Zur Chronologie der Tatsachen:
1.) Am 24. April wurde zwischen dem RFW (Landesobmann Peter Rosenstingl und Landessekretär Mag. Doppler) und dem NÖ Wirtschaftsbund (Präsident Reinbacher und Dr. Kaufmann) eine Wahlvereinbarung abgeschlossen, wonach der RFW einen kooptierten Vizepräsidenten erhält, obwohl ihm dies aufgrund des Wahlergebnisses bei den letzten Kammerwahlen nicht zugestanden wäre. Diese Wahlvereinbarung enthielt auch eine Aufteilung der Pressefondsmittel der Wirtschaftskammer Niederösterreich.

Wenn die Herren Stadler und Haas nunmehr behaupten, davon nichts gewußt zu haben, so ist dies eine lächerliche und falsche Behauptung zumal derartige, weitreichende Beschlüsse auch in RFW-Gremien bekannt sein mußten.

2.) Am 30. Juli 1997 erhielt der NÖ Wirtschaftsbund von der Burgenländischen Anlagen- und Kreditbank eine Zession des RFW über diesem zustehende Pressefondsmittel, ordnungsgemäß unterschrieben vom damaligen Obmann Rosenstingl und seinem Stellvertreter
Löscher.

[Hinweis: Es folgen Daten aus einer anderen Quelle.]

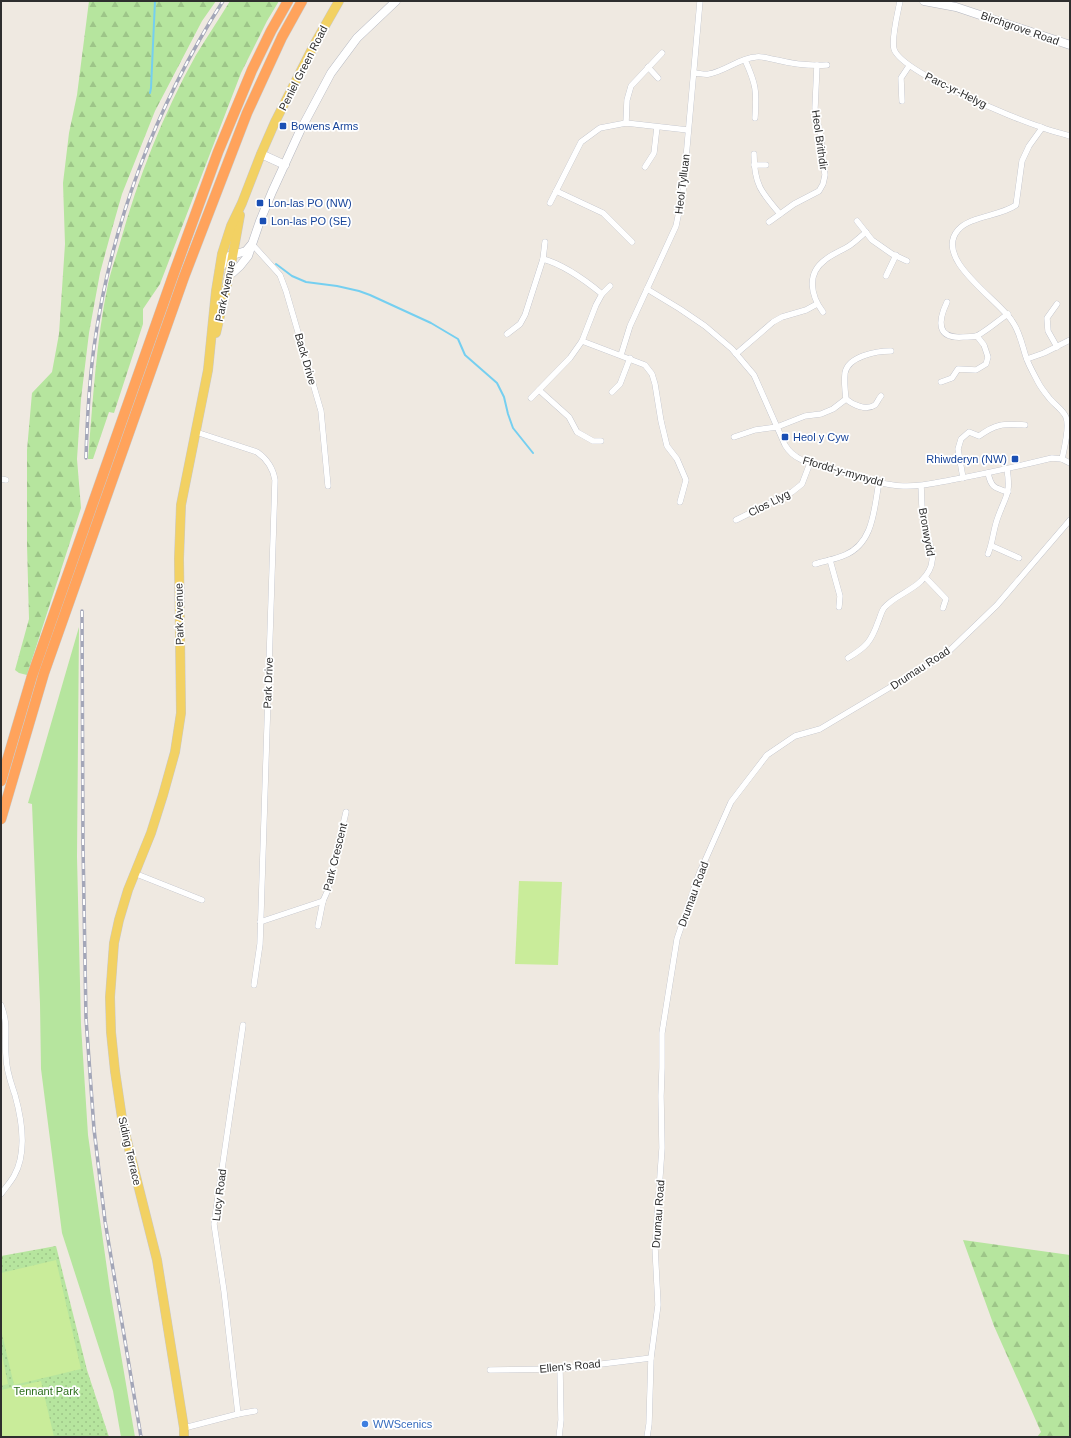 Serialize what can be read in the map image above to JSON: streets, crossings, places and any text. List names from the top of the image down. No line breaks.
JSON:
{"streets":{"main road":["Birchgrove Road","Peniel Green Road","Park Avenue","Siding Terrace"],"street":["Parc-yr-Helyg","Heol Brithdir","Heol Tylluan","Back Drive","Ffordd-y-mynydd","Clos Llyg","Bronwydd","Drumau Road","Park Drive","Park Crescent","Lucy Road","Ellen's Road"]},"crossings":[["Peniel Green Road","Park Avenue"],["Heol Tylluan","Ffordd-y-mynydd"],["Park Avenue","Park Drive"],["Park Avenue","Siding Terrace"],["Ffordd-y-mynydd","Clos Llyg"],["Ffordd-y-mynydd","Bronwydd"],["Drumau Road","Ellen's Road"],["Park Drive","Park Crescent"]],"parks":["Tennant Park"],"places":{"transit":["Bowens Arms","Lon-las PO (NW)","Lon-las PO (SE)","Heol y Cyw","Rhiwderyn (NW)"],"other":["WWScenics"]}} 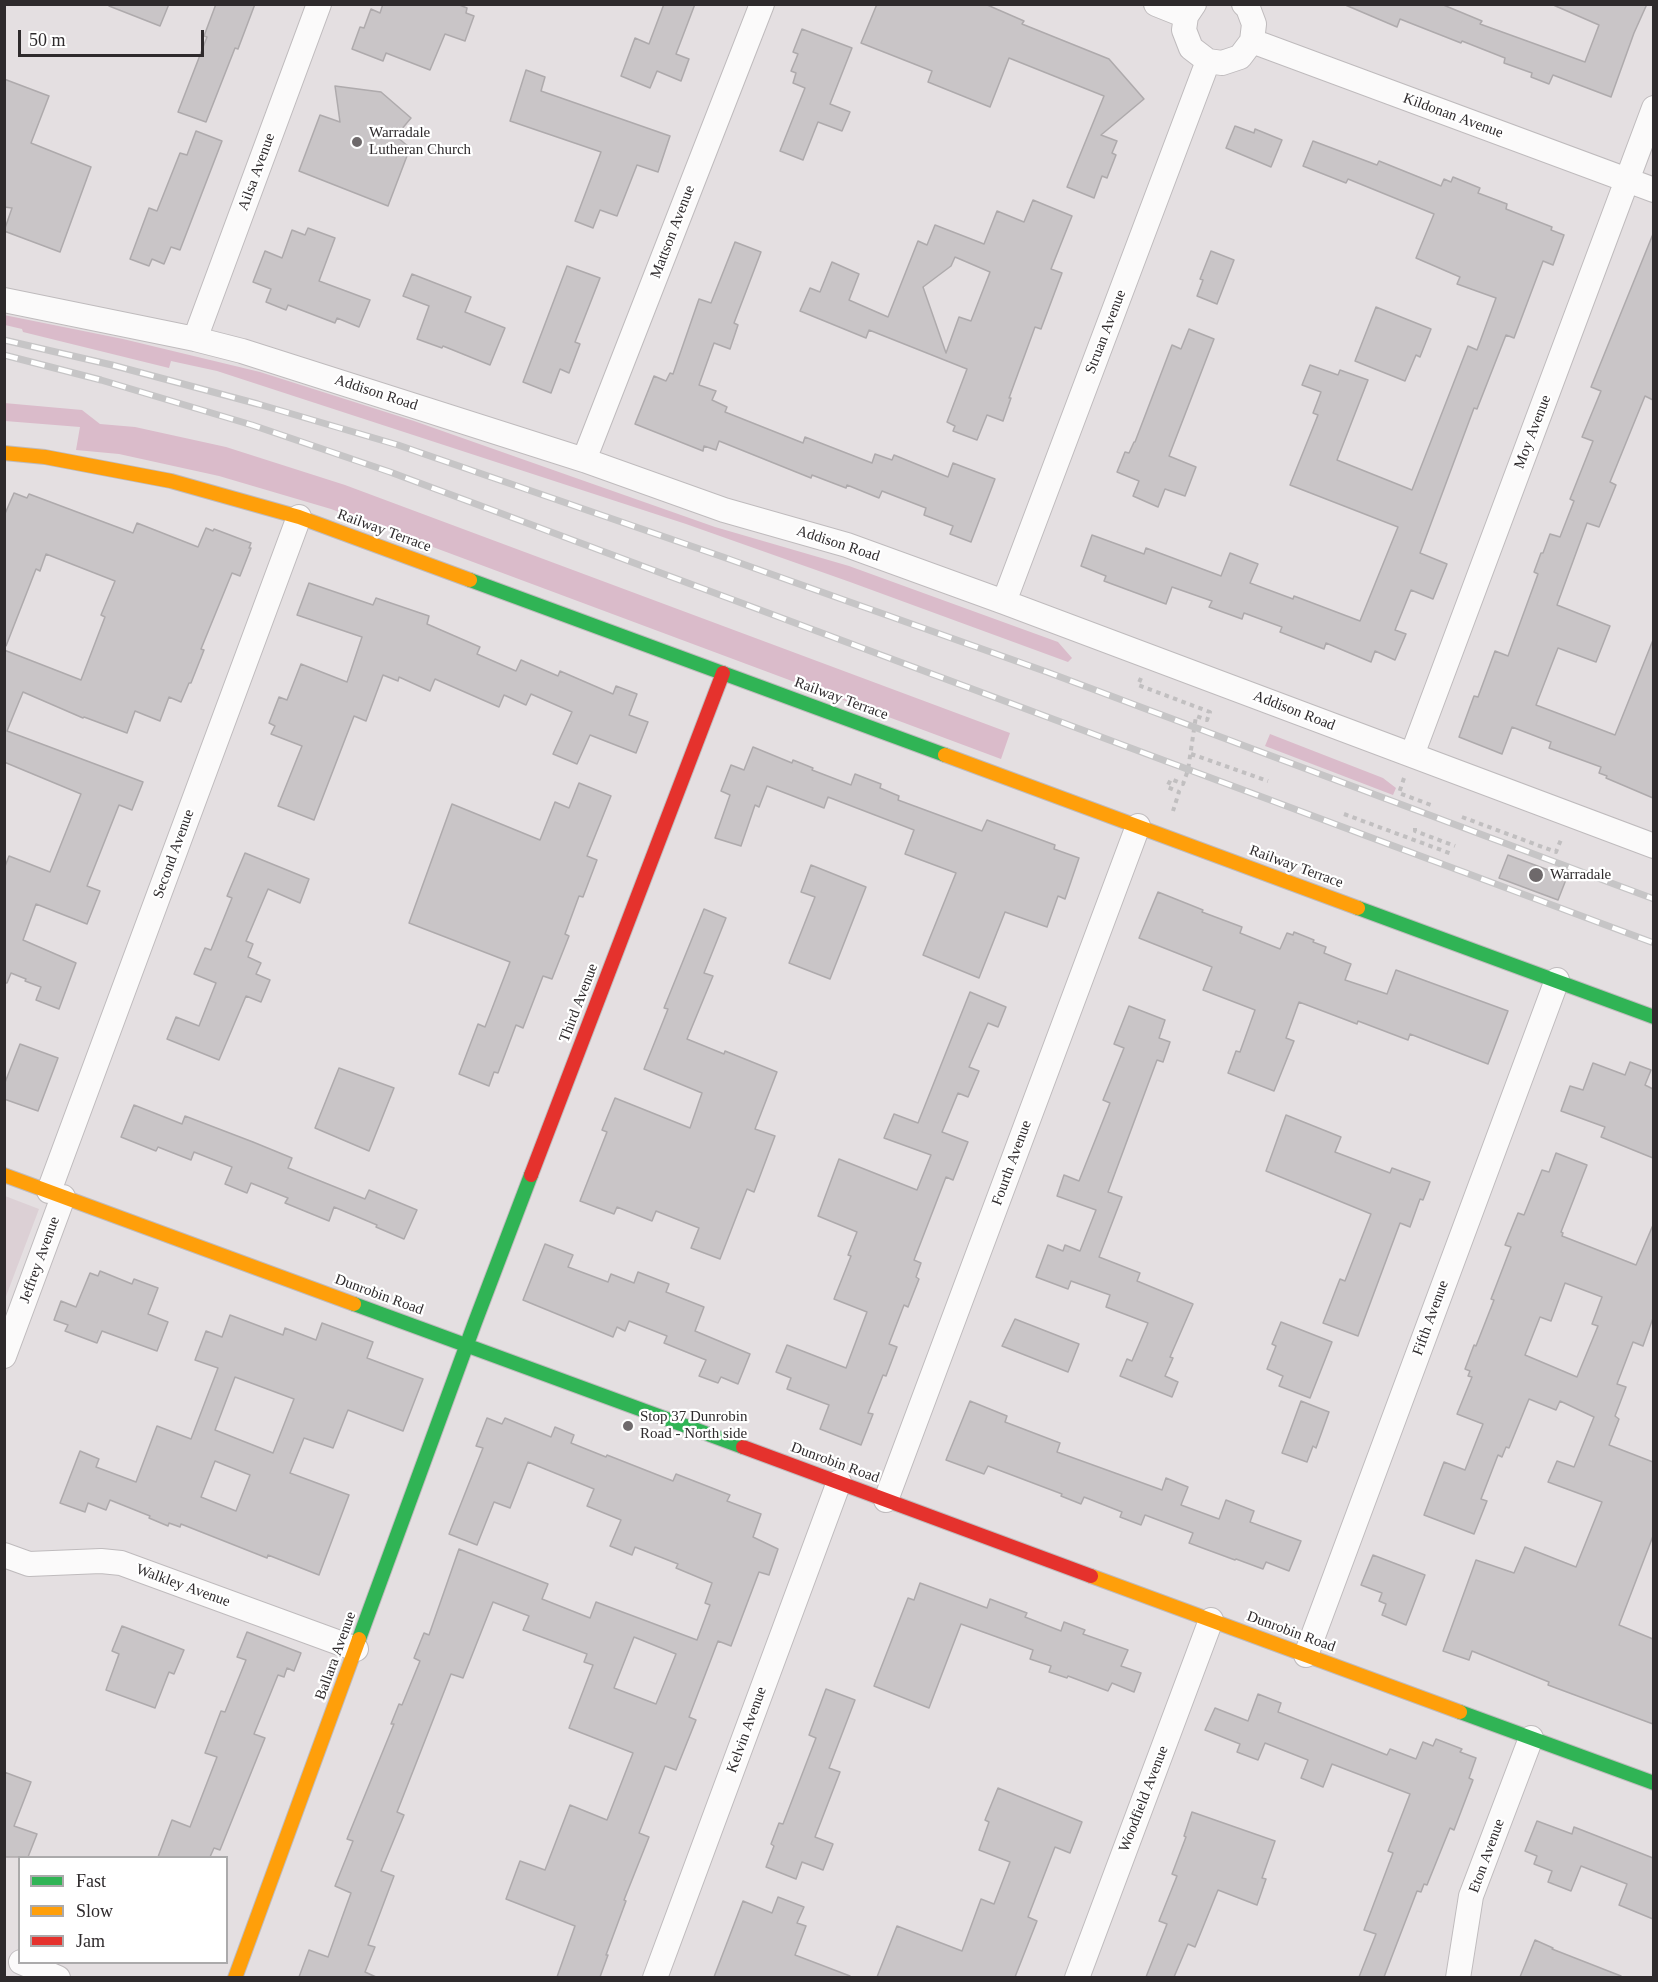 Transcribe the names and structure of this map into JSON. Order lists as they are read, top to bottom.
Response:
{
  "streets": {
    "street": [
      "Kildonan Avenue",
      "Ailsa Avenue",
      "Mattson Avenue",
      "Struan Avenue",
      "Addison Road",
      "Moy Avenue",
      "Railway Terrace",
      "Second Avenue",
      "Third Avenue",
      "Fourth Avenue",
      "Jeffrey Avenue",
      "Dunrobin Road",
      "Fifth Avenue",
      "Walkley Avenue",
      "Ballara Avenue",
      "Kelvin Avenue",
      "Woodfield Avenue",
      "Eton Avenue"
    ]
  },
  "crossings": [
    ["Kildonan Avenue", "Moy Avenue"],
    ["Ailsa Avenue", "Addison Road"],
    ["Mattson Avenue", "Addison Road"],
    ["Struan Avenue", "Addison Road"],
    ["Addison Road", "Moy Avenue"],
    ["Railway Terrace", "Second Avenue"],
    ["Railway Terrace", "Third Avenue"],
    ["Railway Terrace", "Fourth Avenue"],
    ["Railway Terrace", "Fifth Avenue"],
    ["Second Avenue", "Jeffrey Avenue"],
    ["Second Avenue", "Dunrobin Road"],
    ["Third Avenue", "Dunrobin Road"],
    ["Third Avenue", "Ballara Avenue"],
    ["Fourth Avenue", "Dunrobin Road"],
    ["Jeffrey Avenue", "Dunrobin Road"],
    ["Dunrobin Road", "Fifth Avenue"],
    ["Dunrobin Road", "Ballara Avenue"],
    ["Dunrobin Road", "Kelvin Avenue"],
    ["Dunrobin Road", "Woodfield Avenue"],
    ["Dunrobin Road", "Eton Avenue"],
    ["Walkley Avenue", "Ballara Avenue"]
  ],
  "places": ["Warradale Lutheran Church", "Warradale", "Stop 37 Dunrobin Road - North side"],
  "legend": ["Fast", "Slow", "Jam"],
  "scale_bar": "50 m"
}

Diese Zession wurde erstmals am 20. März 1998 nach Rücksprache mit Rosenstingl und der Burgenländischen Anlage- und Kreditbank bedient.

3.) Erst nach Bekanntwerden des Finanzskandals im RFW und in der FPÖ NÖ Anfang Mai 1998 war erkennbar, daß auch die Pressefondsmittel der Kammer in Rosenstingls dubiose Finanzgeschäfte verwickelt sein könnten.

4.) Nach dem Einlangen einer weiteren Zession der
Pressefondsmittel an die Raiffeisenkasse Neunkirchen wurde vom NÖ-Wirtschaftsbund unverzüglich am 25. Mai 1998 der
Staatsanwaltschaft Wien eine Sachverhaltsdarstellung übergeben.

Kaufmann: Es kann doch nicht sein, daß sich einerseits der RFW auflöst, um allfälligen Gläubigerforderungen zu entgehen und andererseits in der Wirtschaftskammer als Fraktion weiter bestehen will.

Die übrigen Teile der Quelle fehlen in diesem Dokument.